Exercise brief: Provide again, from the entries below, every line from the one containing "1175px,1683px 1232px,1730px 1176px,1811px" through the one containing "1657px,1512px 1664px,1505px 1701px,1511px", exactly as written, and no other line.

[Data excerpts]
Start of Block
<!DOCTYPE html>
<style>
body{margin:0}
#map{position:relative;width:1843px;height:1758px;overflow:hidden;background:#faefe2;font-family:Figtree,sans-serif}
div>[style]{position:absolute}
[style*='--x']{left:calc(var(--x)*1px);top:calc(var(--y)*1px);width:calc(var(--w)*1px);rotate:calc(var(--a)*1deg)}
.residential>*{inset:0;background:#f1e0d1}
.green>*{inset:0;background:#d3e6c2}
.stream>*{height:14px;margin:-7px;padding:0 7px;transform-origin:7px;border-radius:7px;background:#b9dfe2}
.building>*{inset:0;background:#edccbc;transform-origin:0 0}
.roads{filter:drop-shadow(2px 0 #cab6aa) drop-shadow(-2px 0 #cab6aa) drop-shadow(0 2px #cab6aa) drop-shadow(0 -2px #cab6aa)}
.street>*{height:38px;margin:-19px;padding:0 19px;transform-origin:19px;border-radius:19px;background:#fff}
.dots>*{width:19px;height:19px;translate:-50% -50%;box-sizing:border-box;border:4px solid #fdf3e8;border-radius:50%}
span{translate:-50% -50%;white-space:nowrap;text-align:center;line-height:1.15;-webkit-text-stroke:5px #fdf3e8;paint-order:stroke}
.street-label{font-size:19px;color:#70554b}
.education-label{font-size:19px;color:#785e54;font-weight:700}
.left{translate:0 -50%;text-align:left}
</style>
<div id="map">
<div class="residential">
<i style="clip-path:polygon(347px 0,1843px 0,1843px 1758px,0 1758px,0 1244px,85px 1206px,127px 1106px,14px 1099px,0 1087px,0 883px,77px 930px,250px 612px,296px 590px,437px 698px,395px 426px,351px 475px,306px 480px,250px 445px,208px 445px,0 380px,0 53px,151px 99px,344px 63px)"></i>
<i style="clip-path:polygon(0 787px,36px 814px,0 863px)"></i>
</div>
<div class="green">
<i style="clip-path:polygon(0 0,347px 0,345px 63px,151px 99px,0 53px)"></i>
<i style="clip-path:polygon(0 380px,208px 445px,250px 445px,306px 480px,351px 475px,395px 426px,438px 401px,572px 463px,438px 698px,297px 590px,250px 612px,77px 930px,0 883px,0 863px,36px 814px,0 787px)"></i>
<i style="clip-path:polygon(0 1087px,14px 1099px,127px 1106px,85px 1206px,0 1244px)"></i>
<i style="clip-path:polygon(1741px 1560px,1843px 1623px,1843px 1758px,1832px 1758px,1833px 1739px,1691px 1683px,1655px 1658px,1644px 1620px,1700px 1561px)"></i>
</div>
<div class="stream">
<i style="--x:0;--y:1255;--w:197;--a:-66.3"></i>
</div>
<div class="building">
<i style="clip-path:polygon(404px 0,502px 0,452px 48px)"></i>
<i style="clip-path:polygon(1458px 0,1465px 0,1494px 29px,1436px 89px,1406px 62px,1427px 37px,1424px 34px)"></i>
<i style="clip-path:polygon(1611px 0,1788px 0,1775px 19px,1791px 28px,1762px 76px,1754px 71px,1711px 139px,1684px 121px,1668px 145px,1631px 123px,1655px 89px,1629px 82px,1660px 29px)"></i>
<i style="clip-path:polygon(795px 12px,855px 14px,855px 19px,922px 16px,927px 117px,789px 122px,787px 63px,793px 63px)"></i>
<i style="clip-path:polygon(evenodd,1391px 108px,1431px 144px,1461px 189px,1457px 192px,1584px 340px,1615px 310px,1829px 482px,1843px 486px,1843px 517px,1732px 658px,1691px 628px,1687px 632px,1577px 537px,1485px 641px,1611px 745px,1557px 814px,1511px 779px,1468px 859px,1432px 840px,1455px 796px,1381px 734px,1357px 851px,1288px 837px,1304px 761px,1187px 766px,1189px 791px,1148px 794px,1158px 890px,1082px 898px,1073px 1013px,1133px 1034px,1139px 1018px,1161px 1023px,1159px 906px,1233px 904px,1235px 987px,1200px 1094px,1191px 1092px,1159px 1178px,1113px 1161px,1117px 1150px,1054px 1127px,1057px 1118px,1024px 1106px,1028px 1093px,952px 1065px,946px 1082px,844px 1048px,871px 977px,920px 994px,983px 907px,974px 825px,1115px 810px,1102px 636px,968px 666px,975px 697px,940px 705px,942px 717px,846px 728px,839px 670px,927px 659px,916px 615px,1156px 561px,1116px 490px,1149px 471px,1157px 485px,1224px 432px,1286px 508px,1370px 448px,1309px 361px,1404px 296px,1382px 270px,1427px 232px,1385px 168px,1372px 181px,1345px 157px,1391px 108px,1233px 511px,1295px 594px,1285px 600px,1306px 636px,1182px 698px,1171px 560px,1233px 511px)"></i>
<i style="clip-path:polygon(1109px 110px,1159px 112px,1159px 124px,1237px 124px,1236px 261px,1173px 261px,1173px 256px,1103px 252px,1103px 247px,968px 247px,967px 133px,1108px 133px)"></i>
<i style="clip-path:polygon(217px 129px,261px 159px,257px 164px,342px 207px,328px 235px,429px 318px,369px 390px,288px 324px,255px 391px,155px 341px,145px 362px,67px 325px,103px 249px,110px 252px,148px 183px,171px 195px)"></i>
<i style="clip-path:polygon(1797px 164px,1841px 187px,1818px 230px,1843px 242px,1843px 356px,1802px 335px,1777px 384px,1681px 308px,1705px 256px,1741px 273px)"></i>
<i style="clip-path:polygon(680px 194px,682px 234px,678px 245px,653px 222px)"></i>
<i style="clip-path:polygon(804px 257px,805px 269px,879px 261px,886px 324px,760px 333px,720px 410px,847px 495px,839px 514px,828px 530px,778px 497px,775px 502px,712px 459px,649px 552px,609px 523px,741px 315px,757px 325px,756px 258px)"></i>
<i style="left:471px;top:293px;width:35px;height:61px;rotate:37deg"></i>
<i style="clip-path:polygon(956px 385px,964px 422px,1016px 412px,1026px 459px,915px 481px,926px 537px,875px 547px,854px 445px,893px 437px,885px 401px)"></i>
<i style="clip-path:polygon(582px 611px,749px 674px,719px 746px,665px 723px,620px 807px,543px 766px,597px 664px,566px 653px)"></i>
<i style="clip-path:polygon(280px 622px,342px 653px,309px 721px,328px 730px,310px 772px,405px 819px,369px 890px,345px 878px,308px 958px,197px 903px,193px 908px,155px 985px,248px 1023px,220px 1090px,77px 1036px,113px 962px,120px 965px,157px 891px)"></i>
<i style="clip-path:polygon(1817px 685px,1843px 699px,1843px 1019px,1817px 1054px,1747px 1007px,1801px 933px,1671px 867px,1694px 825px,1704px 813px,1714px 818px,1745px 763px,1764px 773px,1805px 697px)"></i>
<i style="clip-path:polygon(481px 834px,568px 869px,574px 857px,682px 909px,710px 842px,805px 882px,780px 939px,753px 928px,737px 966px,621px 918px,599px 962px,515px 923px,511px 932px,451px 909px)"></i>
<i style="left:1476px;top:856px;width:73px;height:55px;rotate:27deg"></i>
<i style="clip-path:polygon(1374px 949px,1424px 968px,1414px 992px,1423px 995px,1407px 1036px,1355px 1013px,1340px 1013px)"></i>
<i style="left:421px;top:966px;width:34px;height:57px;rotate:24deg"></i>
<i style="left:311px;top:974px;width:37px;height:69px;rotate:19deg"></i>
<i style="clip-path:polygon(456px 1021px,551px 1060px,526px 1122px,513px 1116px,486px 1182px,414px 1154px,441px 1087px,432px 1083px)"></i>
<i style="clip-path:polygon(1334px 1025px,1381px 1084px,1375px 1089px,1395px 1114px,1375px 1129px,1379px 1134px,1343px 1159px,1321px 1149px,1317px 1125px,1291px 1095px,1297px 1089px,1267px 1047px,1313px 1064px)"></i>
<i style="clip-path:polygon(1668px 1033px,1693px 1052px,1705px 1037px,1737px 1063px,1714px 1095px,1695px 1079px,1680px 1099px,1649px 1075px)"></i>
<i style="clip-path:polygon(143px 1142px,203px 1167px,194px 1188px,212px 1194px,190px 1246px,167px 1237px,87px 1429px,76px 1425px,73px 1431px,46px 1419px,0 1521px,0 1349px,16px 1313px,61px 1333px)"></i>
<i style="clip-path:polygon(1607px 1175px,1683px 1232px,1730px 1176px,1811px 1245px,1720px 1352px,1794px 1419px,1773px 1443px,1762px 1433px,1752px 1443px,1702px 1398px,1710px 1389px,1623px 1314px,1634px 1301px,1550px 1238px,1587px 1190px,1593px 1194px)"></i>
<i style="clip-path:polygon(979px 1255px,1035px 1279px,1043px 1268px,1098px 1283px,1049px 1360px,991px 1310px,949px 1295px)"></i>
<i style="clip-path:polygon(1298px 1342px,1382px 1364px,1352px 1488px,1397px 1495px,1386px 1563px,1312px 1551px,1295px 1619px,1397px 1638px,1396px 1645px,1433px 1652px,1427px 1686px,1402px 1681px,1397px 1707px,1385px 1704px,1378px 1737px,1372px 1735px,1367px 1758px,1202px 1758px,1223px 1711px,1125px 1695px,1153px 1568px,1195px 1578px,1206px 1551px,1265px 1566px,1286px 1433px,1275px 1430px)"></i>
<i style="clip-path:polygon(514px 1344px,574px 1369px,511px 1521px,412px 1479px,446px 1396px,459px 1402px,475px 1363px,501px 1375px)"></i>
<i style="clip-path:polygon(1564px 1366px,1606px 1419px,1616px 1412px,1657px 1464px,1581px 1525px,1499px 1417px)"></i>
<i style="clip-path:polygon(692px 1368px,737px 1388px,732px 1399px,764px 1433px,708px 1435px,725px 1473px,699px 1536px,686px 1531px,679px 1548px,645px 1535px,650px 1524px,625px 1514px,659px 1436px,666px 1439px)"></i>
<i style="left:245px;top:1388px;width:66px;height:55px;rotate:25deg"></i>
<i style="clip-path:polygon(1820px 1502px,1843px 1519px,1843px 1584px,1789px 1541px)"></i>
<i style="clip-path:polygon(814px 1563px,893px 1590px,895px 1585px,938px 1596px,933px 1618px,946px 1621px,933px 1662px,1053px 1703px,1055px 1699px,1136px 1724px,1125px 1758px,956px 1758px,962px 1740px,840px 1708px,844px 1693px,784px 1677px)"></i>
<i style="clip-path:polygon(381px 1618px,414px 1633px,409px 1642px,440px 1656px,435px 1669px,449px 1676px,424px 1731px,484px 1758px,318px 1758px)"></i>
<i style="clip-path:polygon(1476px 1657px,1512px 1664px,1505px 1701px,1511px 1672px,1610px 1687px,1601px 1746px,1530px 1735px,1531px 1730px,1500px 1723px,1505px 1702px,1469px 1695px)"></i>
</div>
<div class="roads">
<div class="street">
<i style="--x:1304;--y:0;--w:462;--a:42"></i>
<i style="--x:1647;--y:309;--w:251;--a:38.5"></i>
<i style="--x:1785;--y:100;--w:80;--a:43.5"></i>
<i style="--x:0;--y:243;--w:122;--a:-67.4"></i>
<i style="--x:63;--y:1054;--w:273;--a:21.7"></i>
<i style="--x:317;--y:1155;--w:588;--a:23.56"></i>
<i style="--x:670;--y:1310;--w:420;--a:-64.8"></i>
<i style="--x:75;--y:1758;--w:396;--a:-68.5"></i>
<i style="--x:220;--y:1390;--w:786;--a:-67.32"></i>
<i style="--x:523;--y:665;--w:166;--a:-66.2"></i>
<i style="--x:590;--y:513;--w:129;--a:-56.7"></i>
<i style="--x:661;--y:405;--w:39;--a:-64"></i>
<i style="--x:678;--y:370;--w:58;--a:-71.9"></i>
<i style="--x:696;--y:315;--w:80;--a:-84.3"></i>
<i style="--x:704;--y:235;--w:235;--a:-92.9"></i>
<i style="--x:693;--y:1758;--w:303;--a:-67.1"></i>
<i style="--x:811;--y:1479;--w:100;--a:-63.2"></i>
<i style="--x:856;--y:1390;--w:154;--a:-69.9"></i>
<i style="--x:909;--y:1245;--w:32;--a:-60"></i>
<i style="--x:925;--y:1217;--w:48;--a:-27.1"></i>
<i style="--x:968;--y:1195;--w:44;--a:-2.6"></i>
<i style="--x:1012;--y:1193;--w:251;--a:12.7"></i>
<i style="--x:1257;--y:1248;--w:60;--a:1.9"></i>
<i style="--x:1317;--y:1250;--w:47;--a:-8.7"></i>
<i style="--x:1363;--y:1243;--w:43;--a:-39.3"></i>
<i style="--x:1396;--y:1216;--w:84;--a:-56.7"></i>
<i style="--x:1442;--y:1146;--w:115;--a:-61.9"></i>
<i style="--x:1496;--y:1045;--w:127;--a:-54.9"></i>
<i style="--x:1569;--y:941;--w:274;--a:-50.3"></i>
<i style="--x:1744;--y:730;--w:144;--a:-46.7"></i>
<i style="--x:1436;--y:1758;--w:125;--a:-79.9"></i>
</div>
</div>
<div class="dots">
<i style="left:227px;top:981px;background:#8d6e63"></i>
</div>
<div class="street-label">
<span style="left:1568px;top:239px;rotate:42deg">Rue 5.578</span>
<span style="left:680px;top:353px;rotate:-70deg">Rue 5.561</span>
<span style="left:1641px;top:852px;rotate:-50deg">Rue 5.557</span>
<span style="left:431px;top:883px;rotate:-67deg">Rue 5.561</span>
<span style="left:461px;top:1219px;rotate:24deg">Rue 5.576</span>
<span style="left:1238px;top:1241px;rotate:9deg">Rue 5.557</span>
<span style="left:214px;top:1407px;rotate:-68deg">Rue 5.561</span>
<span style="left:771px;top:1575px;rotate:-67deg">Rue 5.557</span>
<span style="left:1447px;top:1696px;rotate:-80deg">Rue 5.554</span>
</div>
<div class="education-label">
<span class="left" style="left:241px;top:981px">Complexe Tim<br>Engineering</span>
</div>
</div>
End of Block
Exercise result:
<i style="clip-path:polygon(1607px 1175px,1683px 1232px,1730px 1176px,1811px 1245px,1720px 1352px,1794px 1419px,1773px 1443px,1762px 1433px,1752px 1443px,1702px 1398px,1710px 1389px,1623px 1314px,1634px 1301px,1550px 1238px,1587px 1190px,1593px 1194px)"></i>
<i style="clip-path:polygon(979px 1255px,1035px 1279px,1043px 1268px,1098px 1283px,1049px 1360px,991px 1310px,949px 1295px)"></i>
<i style="clip-path:polygon(1298px 1342px,1382px 1364px,1352px 1488px,1397px 1495px,1386px 1563px,1312px 1551px,1295px 1619px,1397px 1638px,1396px 1645px,1433px 1652px,1427px 1686px,1402px 1681px,1397px 1707px,1385px 1704px,1378px 1737px,1372px 1735px,1367px 1758px,1202px 1758px,1223px 1711px,1125px 1695px,1153px 1568px,1195px 1578px,1206px 1551px,1265px 1566px,1286px 1433px,1275px 1430px)"></i>
<i style="clip-path:polygon(514px 1344px,574px 1369px,511px 1521px,412px 1479px,446px 1396px,459px 1402px,475px 1363px,501px 1375px)"></i>
<i style="clip-path:polygon(1564px 1366px,1606px 1419px,1616px 1412px,1657px 1464px,1581px 1525px,1499px 1417px)"></i>
<i style="clip-path:polygon(692px 1368px,737px 1388px,732px 1399px,764px 1433px,708px 1435px,725px 1473px,699px 1536px,686px 1531px,679px 1548px,645px 1535px,650px 1524px,625px 1514px,659px 1436px,666px 1439px)"></i>
<i style="left:245px;top:1388px;width:66px;height:55px;rotate:25deg"></i>
<i style="clip-path:polygon(1820px 1502px,1843px 1519px,1843px 1584px,1789px 1541px)"></i>
<i style="clip-path:polygon(814px 1563px,893px 1590px,895px 1585px,938px 1596px,933px 1618px,946px 1621px,933px 1662px,1053px 1703px,1055px 1699px,1136px 1724px,1125px 1758px,956px 1758px,962px 1740px,840px 1708px,844px 1693px,784px 1677px)"></i>
<i style="clip-path:polygon(381px 1618px,414px 1633px,409px 1642px,440px 1656px,435px 1669px,449px 1676px,424px 1731px,484px 1758px,318px 1758px)"></i>
<i style="clip-path:polygon(1476px 1657px,1512px 1664px,1505px 1701px,1511px 1672px,1610px 1687px,1601px 1746px,1530px 1735px,1531px 1730px,1500px 1723px,1505px 1702px,1469px 1695px)"></i>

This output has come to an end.